A judge in New Jersey threw out a lawsuit intended to remove teachers’ seniority rights. This is the third loss for the corporate reformer groups that have tried to use the courts to strip away teachers’ job security. The “reformers” blame teachers and unions for low test scores while ignoring overwhelming evidence that poverty is the proximate cause of low scores.

The first was the Vergara lawsuit in California, where a group called “Students Matter,” founded by a Silicon Valley billionaire, claimed that teacher tenure (due process of law) denied poor children equal opportunity. The plaintiffs won in the lowest court. They lost on appeal. And they lost again when they appealed to the states’ highest court.

A group found by former TV personality Campbell Brown called the Partnership for Educational Justice filed copycat suits in other states. One was tossed by a lower court.

Earlier this month, a judge in New Jersey dismissed a legal challenge to teacher seniority rules.

Rachel Cohen of The American Prospect reports on the corporate reformers’ latest defeat in court:

“Another legal effort to weaken teacher job protections through the courts has been dismissed, this time in the Garden State. On Wednesday afternoon, a New Jersey Superior Court judge tossed the latest case, ruling that the plaintiffs—six parents from Newark Public Schools—failed to prove that seniority-based layoffs harmed their students.

“Partnership for Educational Justice (PEJ), a national education reform group that aims to challenge teacher job protections across the country, funded the New Jersey lawsuit. Originally filed in November, the case marked the third time PEJ has gone after tenure provisions. Their first case filed in New York in 2014, is currently before the state Supreme Court. In October, a Minnesota district judge dismissed PEJ’s second suit, filed there in 2016. That case has since been appealed.”

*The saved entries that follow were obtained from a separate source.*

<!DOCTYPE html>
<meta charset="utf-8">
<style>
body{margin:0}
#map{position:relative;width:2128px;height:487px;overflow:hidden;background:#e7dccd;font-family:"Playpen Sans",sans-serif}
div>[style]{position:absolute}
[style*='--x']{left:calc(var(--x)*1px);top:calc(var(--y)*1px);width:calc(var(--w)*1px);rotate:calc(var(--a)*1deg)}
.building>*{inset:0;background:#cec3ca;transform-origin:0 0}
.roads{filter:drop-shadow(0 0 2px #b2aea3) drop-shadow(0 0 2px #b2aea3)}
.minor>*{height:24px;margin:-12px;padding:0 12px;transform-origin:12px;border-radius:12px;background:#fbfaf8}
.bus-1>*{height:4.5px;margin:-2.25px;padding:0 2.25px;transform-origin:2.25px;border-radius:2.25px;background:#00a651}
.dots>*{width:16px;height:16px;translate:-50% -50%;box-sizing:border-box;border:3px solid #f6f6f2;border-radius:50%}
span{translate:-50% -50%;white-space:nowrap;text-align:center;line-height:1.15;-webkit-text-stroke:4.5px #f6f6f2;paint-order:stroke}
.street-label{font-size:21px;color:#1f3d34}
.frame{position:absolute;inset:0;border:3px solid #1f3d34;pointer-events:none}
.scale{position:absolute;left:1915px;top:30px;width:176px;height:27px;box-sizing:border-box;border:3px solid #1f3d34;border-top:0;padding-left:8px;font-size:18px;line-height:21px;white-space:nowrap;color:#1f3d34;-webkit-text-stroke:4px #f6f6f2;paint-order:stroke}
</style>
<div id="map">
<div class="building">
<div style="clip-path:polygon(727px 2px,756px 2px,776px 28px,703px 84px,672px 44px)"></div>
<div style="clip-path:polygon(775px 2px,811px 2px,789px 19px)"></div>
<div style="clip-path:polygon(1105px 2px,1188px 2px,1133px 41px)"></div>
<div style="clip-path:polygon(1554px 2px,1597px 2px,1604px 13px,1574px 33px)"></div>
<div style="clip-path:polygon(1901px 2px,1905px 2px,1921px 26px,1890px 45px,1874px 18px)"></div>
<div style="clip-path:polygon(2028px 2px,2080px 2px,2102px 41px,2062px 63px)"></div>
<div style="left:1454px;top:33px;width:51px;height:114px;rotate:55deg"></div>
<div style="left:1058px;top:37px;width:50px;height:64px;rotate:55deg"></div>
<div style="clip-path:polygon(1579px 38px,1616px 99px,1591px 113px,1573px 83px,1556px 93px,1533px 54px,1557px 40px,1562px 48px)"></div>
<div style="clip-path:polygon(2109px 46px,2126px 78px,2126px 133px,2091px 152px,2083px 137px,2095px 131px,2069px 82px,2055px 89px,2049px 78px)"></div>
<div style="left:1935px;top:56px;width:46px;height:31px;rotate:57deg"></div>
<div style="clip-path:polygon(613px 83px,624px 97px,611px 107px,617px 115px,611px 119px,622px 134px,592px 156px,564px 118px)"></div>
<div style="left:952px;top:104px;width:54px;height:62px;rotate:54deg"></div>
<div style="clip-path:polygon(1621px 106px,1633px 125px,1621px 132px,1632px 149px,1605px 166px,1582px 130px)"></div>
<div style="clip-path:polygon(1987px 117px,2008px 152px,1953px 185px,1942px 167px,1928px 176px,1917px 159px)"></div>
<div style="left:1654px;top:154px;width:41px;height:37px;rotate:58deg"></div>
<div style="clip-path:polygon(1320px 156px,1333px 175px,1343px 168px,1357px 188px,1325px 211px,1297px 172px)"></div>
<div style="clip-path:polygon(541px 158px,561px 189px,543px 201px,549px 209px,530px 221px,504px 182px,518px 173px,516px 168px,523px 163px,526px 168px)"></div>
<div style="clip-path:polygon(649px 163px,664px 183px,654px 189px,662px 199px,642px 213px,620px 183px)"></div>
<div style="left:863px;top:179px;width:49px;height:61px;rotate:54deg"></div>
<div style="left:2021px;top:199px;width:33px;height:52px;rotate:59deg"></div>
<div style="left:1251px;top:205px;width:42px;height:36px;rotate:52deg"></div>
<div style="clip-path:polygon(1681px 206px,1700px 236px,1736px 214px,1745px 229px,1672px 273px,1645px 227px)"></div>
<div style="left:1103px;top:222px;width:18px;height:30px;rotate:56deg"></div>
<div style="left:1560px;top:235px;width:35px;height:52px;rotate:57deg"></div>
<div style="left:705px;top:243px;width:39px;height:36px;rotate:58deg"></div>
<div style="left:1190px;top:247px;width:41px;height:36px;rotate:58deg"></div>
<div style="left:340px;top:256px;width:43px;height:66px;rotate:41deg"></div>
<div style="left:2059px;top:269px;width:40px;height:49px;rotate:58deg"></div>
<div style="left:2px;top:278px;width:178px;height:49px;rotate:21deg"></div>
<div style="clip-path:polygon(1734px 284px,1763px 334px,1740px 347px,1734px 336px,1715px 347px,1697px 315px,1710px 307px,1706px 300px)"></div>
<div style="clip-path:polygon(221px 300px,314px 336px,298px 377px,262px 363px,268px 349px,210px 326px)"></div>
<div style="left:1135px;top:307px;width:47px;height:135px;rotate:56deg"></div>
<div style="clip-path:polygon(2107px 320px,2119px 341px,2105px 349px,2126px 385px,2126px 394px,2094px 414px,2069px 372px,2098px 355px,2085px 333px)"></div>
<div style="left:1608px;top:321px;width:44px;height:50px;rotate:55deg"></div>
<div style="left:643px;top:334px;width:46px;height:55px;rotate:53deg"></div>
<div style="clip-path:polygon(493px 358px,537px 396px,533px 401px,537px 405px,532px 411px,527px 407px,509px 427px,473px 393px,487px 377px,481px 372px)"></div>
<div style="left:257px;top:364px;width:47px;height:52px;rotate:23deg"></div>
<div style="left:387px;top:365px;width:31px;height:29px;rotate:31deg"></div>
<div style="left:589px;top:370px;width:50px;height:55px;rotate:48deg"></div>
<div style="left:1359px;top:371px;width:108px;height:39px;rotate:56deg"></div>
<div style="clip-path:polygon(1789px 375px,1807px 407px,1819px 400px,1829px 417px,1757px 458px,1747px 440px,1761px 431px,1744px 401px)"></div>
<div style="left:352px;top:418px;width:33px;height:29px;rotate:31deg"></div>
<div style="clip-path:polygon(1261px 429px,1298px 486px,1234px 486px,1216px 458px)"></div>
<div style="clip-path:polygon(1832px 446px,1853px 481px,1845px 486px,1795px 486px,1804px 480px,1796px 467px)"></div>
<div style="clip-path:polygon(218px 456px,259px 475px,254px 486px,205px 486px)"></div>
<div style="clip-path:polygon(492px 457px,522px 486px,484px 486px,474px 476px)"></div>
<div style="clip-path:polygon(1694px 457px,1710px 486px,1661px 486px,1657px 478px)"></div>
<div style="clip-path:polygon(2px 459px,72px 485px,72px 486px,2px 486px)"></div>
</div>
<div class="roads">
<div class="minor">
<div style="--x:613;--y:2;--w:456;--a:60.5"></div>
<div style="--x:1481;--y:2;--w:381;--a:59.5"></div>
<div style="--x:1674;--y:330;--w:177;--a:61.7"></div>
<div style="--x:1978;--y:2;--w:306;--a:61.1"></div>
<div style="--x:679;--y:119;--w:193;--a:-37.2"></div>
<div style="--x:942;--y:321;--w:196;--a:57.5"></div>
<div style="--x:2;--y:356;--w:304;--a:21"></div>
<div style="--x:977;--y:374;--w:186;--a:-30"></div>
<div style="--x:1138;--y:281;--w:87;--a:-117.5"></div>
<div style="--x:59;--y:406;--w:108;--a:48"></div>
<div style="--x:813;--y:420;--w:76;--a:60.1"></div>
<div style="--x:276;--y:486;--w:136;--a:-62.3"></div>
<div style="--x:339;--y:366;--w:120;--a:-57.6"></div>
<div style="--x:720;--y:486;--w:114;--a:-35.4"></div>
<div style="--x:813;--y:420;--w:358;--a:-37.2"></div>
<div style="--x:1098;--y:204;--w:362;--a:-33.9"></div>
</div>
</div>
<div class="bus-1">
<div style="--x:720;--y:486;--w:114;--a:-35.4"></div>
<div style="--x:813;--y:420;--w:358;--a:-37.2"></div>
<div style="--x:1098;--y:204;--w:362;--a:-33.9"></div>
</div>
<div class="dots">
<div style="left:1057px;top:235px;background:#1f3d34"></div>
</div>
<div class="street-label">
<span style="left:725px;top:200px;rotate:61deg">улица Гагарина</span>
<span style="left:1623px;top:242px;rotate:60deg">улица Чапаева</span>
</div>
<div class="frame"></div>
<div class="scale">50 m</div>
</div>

Campbell Brown’s news site, The 74, reported the outcome of the case.

“A New Jersey judge swiftly dismissed a lawsuit Wednesday that challenged state rules requiring school districts to base teacher layoffs on seniority regardless of performance in the classroom.
New Jersey Superior Court Judge Mary C. Jacobson told a Trenton courtroom that the plaintiffs had failed to establish how seniority-based layoff rules known as “last in, first out” were harming their children.

“I don’t see any link other than speculation and conjecture between the LIFO statute and the denial of a thorough and efficient education to these 12 children,” Jacobson said.

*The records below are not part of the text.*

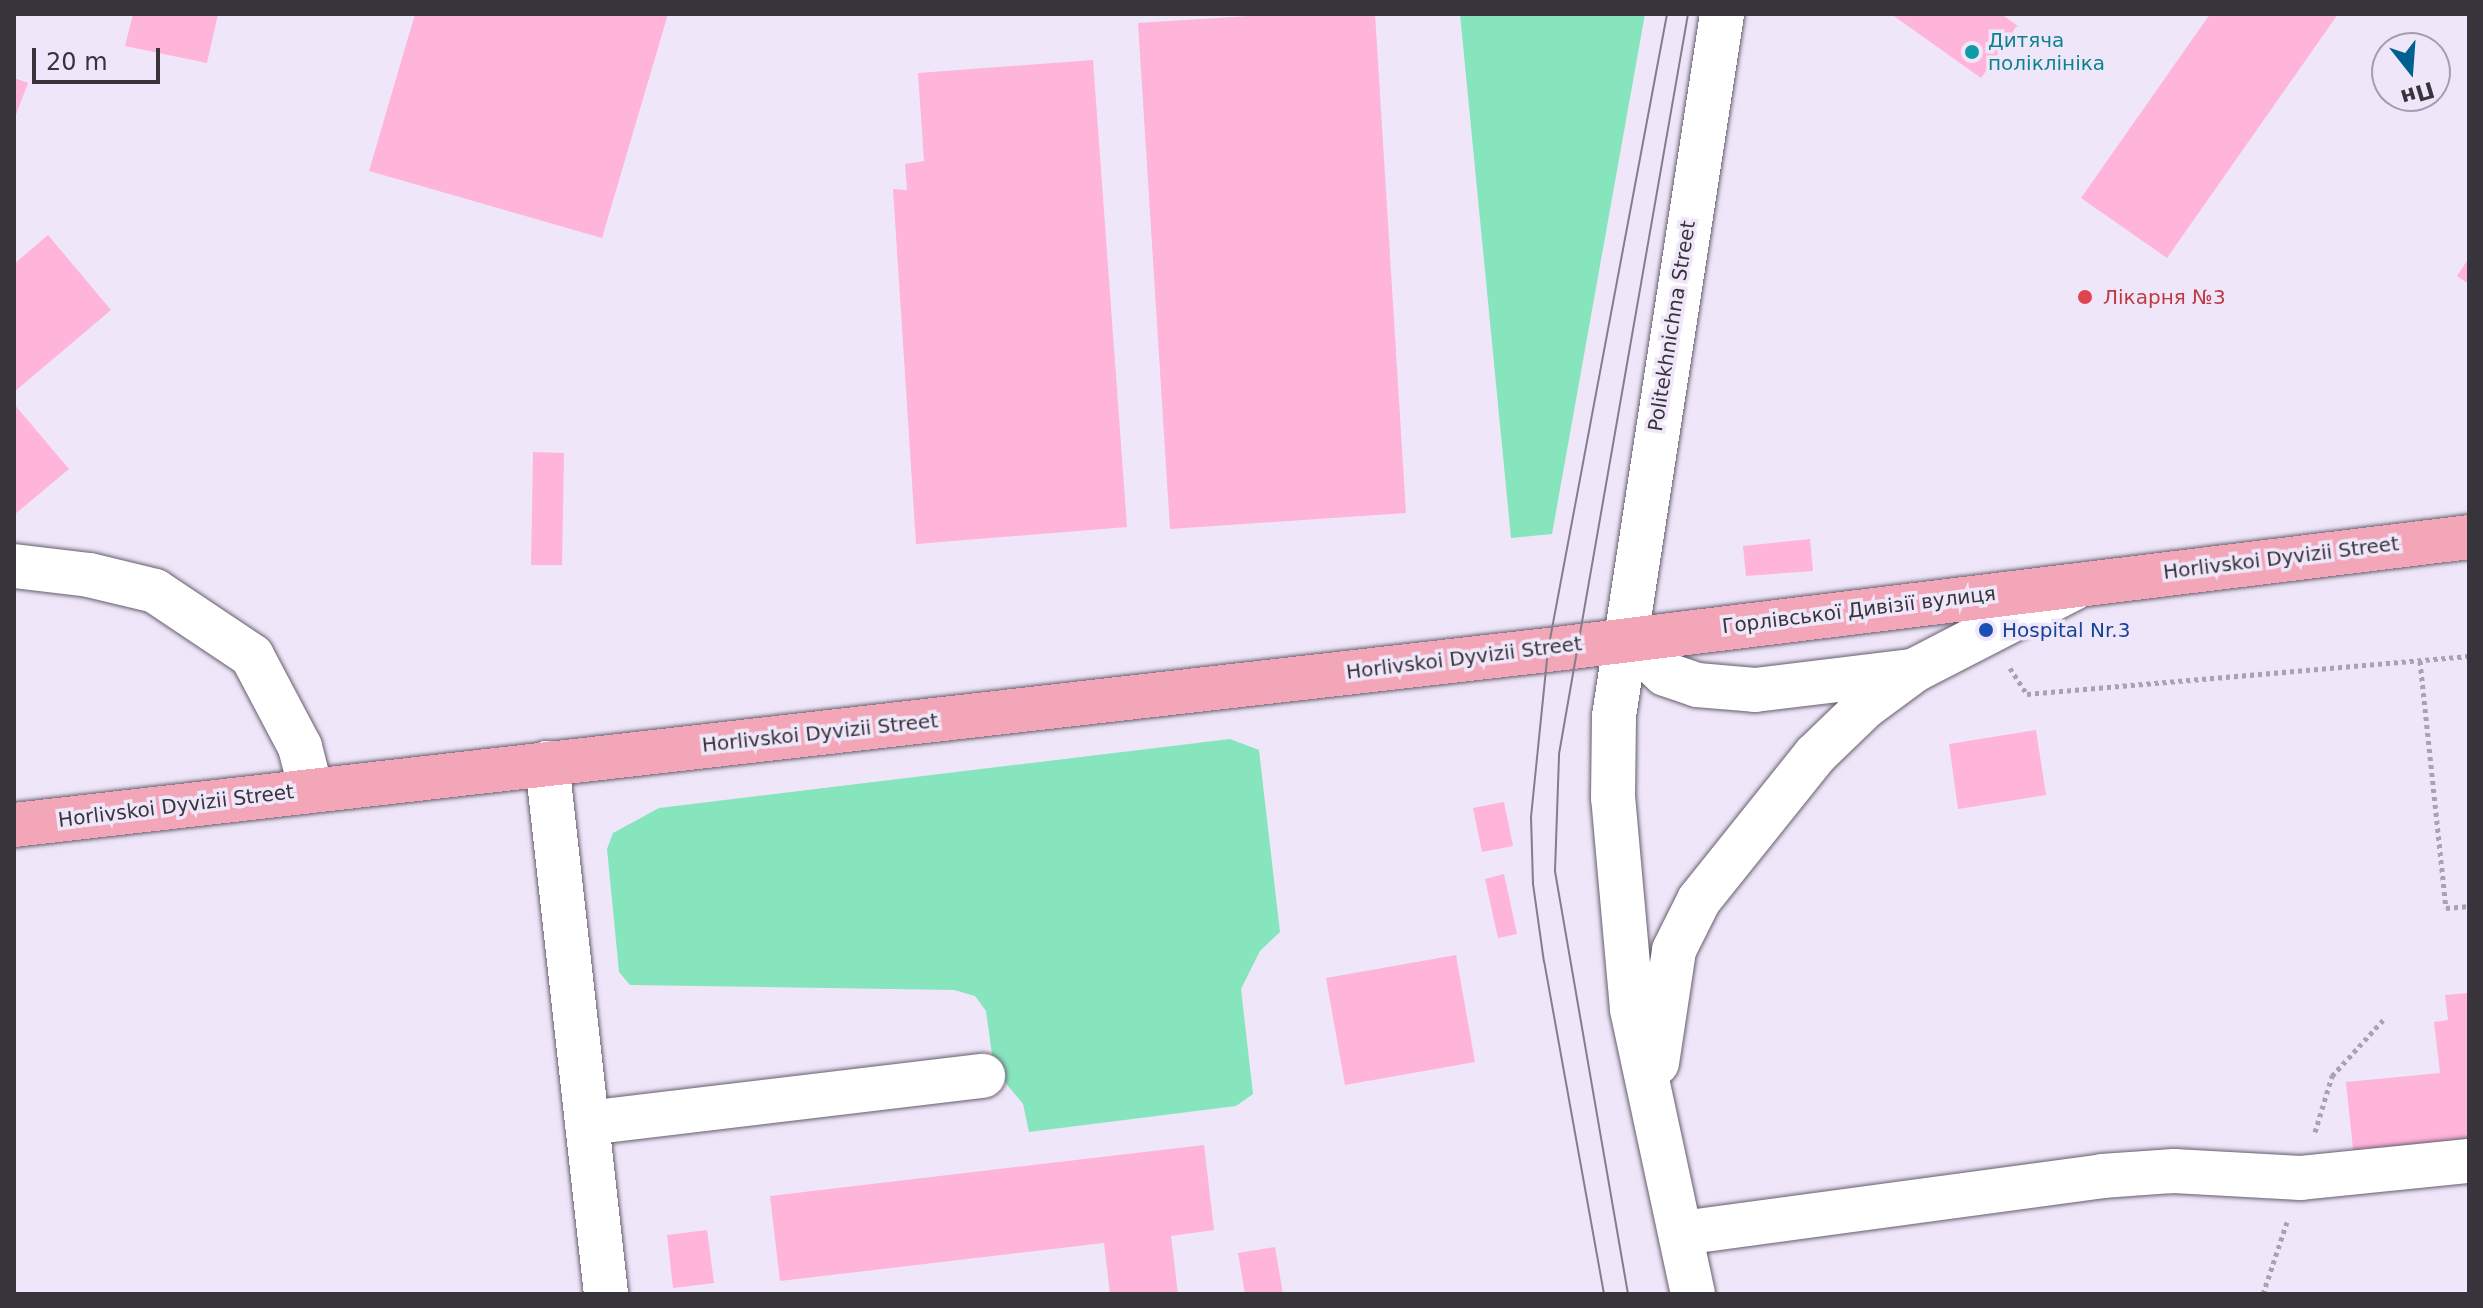 <!DOCTYPE html>
<html>
<head>
<meta charset="utf-8">
<style>
  body { margin:0 }
  #map { position:relative; width:2483px; height:1308px; overflow:hidden; background:#efe7f9; font-family:"DejaVu Sans",sans-serif }
  div>[style] { position:absolute }
  [style*='--x'] { left:calc(var(--x)*1px); top:calc(var(--y)*1px); width:calc(var(--w)*1px); rotate:calc(var(--a)*1deg) }
  .green>* { inset:0; background:#87e5bd }
  .building>* { inset:0; background:#ffb4da }
  .path>* { height:5px; margin-top:-2.5px; transform-origin:0; background:repeating-linear-gradient(90deg,#a9a3b1 0 4px,transparent 0 8px) }
  .roads { filter:drop-shadow(0 0 2px #665e6d) drop-shadow(0 0 2px #665e6d) }
  .minor>* { height:44px; margin:-22px; padding:0 22px; transform-origin:22px; border-radius:22px; background:#fff }
  .major>* { height:44px; margin:-22px; padding:0 22px; transform-origin:22px; border-radius:22px; background:#f4a6b9 }
  .tram>* { height:2px; margin:-1px; padding:0 1px; transform-origin:1px; border-radius:1px; background:#837e89 }
  .dots>* { width:22px; height:22px; translate:-50% -50%; box-sizing:border-box; border:4px solid #efe7f9; border-radius:50% }
  span { translate:-50% -50%; white-space:nowrap; text-align:center; line-height:1.15; -webkit-text-stroke:7px #efe7f9; paint-order:stroke }
  .culture-label { font-size:20px; color:#0d838f }
  .left { translate:0 -50%; text-align:left }
  .health-label { font-size:20px; color:#be3a42 }
  .street-label { font-size:20px; color:#37343b }
  .transit-label { font-size:20px; color:#164399 }
  .frame { position:absolute; inset:0; border:16px solid #37343b; pointer-events:none }
  .north { position:absolute; left:2371px; top:32px; width:80px; height:80px; box-sizing:border-box; background:#efe7f9; border:2px solid #a59fad; border-radius:50%; rotate:163deg; font-size:22px; font-weight:700; line-height:32px; text-align:center; color:#37343b }
  .north::after { content:''; display:block; margin:auto; width:28px; height:36px; background:#006090; clip-path:polygon(50% 0,100% 100%,50% 72%,0 100%) }
  .scale { position:absolute; left:32px; top:48px; width:128px; height:36px; box-sizing:border-box; border:4px solid #37343b; border-top:0; padding-left:10px; font-size:24px; line-height:28px; white-space:nowrap; color:#37343b; -webkit-text-stroke:6px #efe7f9; paint-order:stroke }
</style>
</head>
<body>
<div id="map">
  <div class="green">
    <i style="clip-path:polygon(1460px 14px,1645px 14px,1552px 534px,1511px 538px)"></i>
    <i style="clip-path:polygon(1230px 739px,1259px 750px,1280px 932px,1260px 951px,1241px 989px,1253px 1094px,1236px 1106px,1029px 1132px,1023px 1104px,994px 1069px,986px 1011px,975px 996px,954px 990px,630px 985px,619px 972px,607px 849px,613px 833px,659px 808px)"></i>
  </div>
  <div class="building">
    <i style="clip-path:polygon(133px 14px,218px 14px,207px 63px,125px 46px)"></i>
    <i style="clip-path:polygon(415px 14px,668px 14px,602px 238px,369px 171px)"></i>
    <i style="clip-path:polygon(1278px 14px,1375px 14px,1406px 513px,1170px 529px,1138px 23px)"></i>
    <i style="clip-path:polygon(1891px 14px,2001px 14px,2018px 26px,1981px 78px)"></i>
    <i style="clip-path:polygon(2210px 14px,2338px 14px,2167px 258px,2081px 198px)"></i>
    <i style="clip-path:polygon(1093px 60px,1127px 527px,916px 544px,893px 189px,907px 190px,905px 164px,924px 161px,918px 73px)"></i>
    <i style="clip-path:polygon(14px 78px,28px 83px,14px 120px)"></i>
    <i style="clip-path:polygon(48px 235px,111px 310px,14px 392px,14px 264px)"></i>
    <i style="clip-path:polygon(2469px 258px,2469px 284px,2457px 276px)"></i>
    <i style="clip-path:polygon(14px 404px,69px 469px,14px 515px)"></i>
    <i style="clip-path:polygon(533px 452px,564px 453px,562px 565px,531px 565px)"></i>
    <i style="clip-path:polygon(1810px 539px,1813px 571px,1746px 576px,1743px 546px)"></i>
    <i style="clip-path:polygon(2036px 730px,2046px 795px,1958px 809px,1949px 744px)"></i>
    <i style="clip-path:polygon(1504px 802px,1513px 846px,1482px 852px,1473px 808px)"></i>
    <i style="clip-path:polygon(1504px 874px,1517px 934px,1498px 938px,1485px 879px)"></i>
    <i style="clip-path:polygon(1456px 955px,1475px 1062px,1345px 1085px,1326px 978px)"></i>
    <i style="clip-path:polygon(2469px 993px,2469px 1147px,2354px 1159px,2346px 1082px,2440px 1073px,2434px 1022px,2448px 1020px,2445px 995px)"></i>
    <i style="clip-path:polygon(1204px 1145px,1214px 1230px,1171px 1236px,1178px 1294px,1110px 1294px,1104px 1243px,780px 1281px,770px 1196px)"></i>
    <i style="clip-path:polygon(707px 1230px,714px 1283px,673px 1288px,667px 1235px)"></i>
    <i style="clip-path:polygon(1275px 1247px,1283px 1294px,1245px 1294px,1238px 1253px)"></i>
  </div>
  <div class="path">
    <i style="--x:2420;--y:661;--w:248;--a:84"></i>
    <i style="--x:2446;--y:908;--w:23;--a:-5"></i>
    <i style="--x:2010;--y:668;--w:31;--a:57"></i>
    <i style="--x:2027;--y:694;--w:444;--a:-4.9"></i>
    <i style="--x:2315;--y:1132;--w:59;--a:-73.1"></i>
    <i style="--x:2332;--y:1076;--w:77;--a:-47.6"></i>
    <i style="--x:2263;--y:1294;--w:76;--a:-71.6"></i>
  </div>
  <div class="roads">
    <div class="minor">
      <i style="--x:14;--y:566;--w:76;--a:6.8"></i>
      <i style="--x:89;--y:575;--w:68;--a:13.6"></i>
      <i style="--x:155;--y:591;--w:117;--a:33.8"></i>
      <i style="--x:252;--y:656;--w:103;--a:62.2"></i>
      <i style="--x:300;--y:747;--w:44;--a:75.7"></i>
      <i style="--x:1626;--y:638;--w:53;--a:42.7"></i>
      <i style="--x:1665;--y:674;--w:34;--a:19"></i>
      <i style="--x:1697;--y:685;--w:58;--a:4.9"></i>
      <i style="--x:1755;--y:690;--w:157;--a:-6.9"></i>
      <i style="--x:547;--y:763;--w:534;--a:83.66"></i>
      <i style="--x:1657;--y:1063;--w:114;--a:-81.4"></i>
      <i style="--x:1674;--y:950;--w:56;--a:-63.4"></i>
      <i style="--x:1699;--y:900;--w:186;--a:-51.3"></i>
      <i style="--x:1815;--y:755;--w:71;--a:-43.9"></i>
      <i style="--x:1866;--y:706;--w:61;--a:-36.3"></i>
      <i style="--x:1915;--y:670;--w:179;--a:-27.3"></i>
      <i style="--x:587;--y:1123;--w:399;--a:-6.8"></i>
      <i style="--x:1682;--y:1233;--w:424;--a:-7.7"></i>
      <i style="--x:2102;--y:1176;--w:72;--a:-4"></i>
      <i style="--x:2174;--y:1171;--w:127;--a:3.2"></i>
      <i style="--x:2301;--y:1178;--w:169;--a:-5.8"></i>
      <i style="--x:1693;--y:1294;--w:291;--a:-102.1"></i>
      <i style="--x:1632;--y:1009;--w:212;--a:-95.1"></i>
      <i style="--x:1613;--y:798;--w:82;--a:-89.3"></i>
      <i style="--x:1614;--y:716;--w:710;--a:-81.25"></i>
    </div>
    <div class="major">
      <i style="--x:14;--y:825;--w:1544;--a:-6.51"></i>
      <i style="--x:1548;--y:650;--w:928;--a:-6.99"></i>
    </div>
  </div>
  <div class="tram">
    <i style="--x:1604;--y:1294;--w:337;--a:-100.2"></i>
    <i style="--x:1544;--y:962;--w:79;--a:-98"></i>
    <i style="--x:1533;--y:884;--w:67;--a:-91.7"></i>
    <i style="--x:1531;--y:817;--w:168;--a:-84.2"></i>
    <i style="--x:1548;--y:650;--w:647;--a:-79.4"></i>
    <i style="--x:1628;--y:1294;--w:429;--a:-99.8"></i>
    <i style="--x:1555;--y:871;--w:117;--a:-88"></i>
    <i style="--x:1559;--y:754;--w:751;--a:-80.11"></i>
  </div>
  <div class="dots">
    <i style="left:1972px;top:52px;background:#0f9aa8"></i>
    <i style="left:2085px;top:297px;background:#e0444e"></i>
    <i style="left:1986px;top:630px;background:#1a4fb4"></i>
  </div>
  <div class="culture-label">
    <span class="left" style="left:1988px;top:52px">Дитяча<br>поліклініка</span>
  </div>
  <div class="health-label">
    <span class="left" style="left:2103px;top:297px">Лікарня №3</span>
  </div>
  <div class="street-label">
    <span style="left:1672px;top:326px;rotate:-81deg">Politekhnichna Street</span>
    <span style="left:2281px;top:558px;rotate:-7deg">Horlivskoi Dyvizii Street</span>
    <span style="left:1859px;top:610px;rotate:-7deg">Горлівської Дивізії вулиця</span>
    <span style="left:1464px;top:658px;rotate:-7deg">Horlivskoi Dyvizii Street</span>
    <span style="left:820px;top:733px;rotate:-6deg">Horlivskoi Dyvizii Street</span>
    <span style="left:176px;top:806px;rotate:-7deg">Horlivskoi Dyvizii Street</span>
  </div>
  <div class="transit-label">
    <span class="left" style="left:2002px;top:630px">Hospital Nr.3</span>
  </div>
  <div class="frame"></div>
  <div class="north">Пн</div>
  <div class="scale">20 m</div>
</div>
</body>
</html>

“The lawsuit, HG v. Harrington, was filed in November on behalf of a dozen Newark students, claiming that “last in, first out” mandates governing teacher layoffs violate their right to a “thorough and efficient” and “equal” education system under the state Constitution.

“The complaint was sponsored by The Partnership for Educational Justice, a national education reform nonprofit founded by 74 co-founder Campbell Brown. Named defendants include the New Jersey State Board of Education and Newark Public School District.

“The American Federation of Teachers and the New Jersey Education Association, considered “intervening” defendants in the case, filed the motion to dismiss.”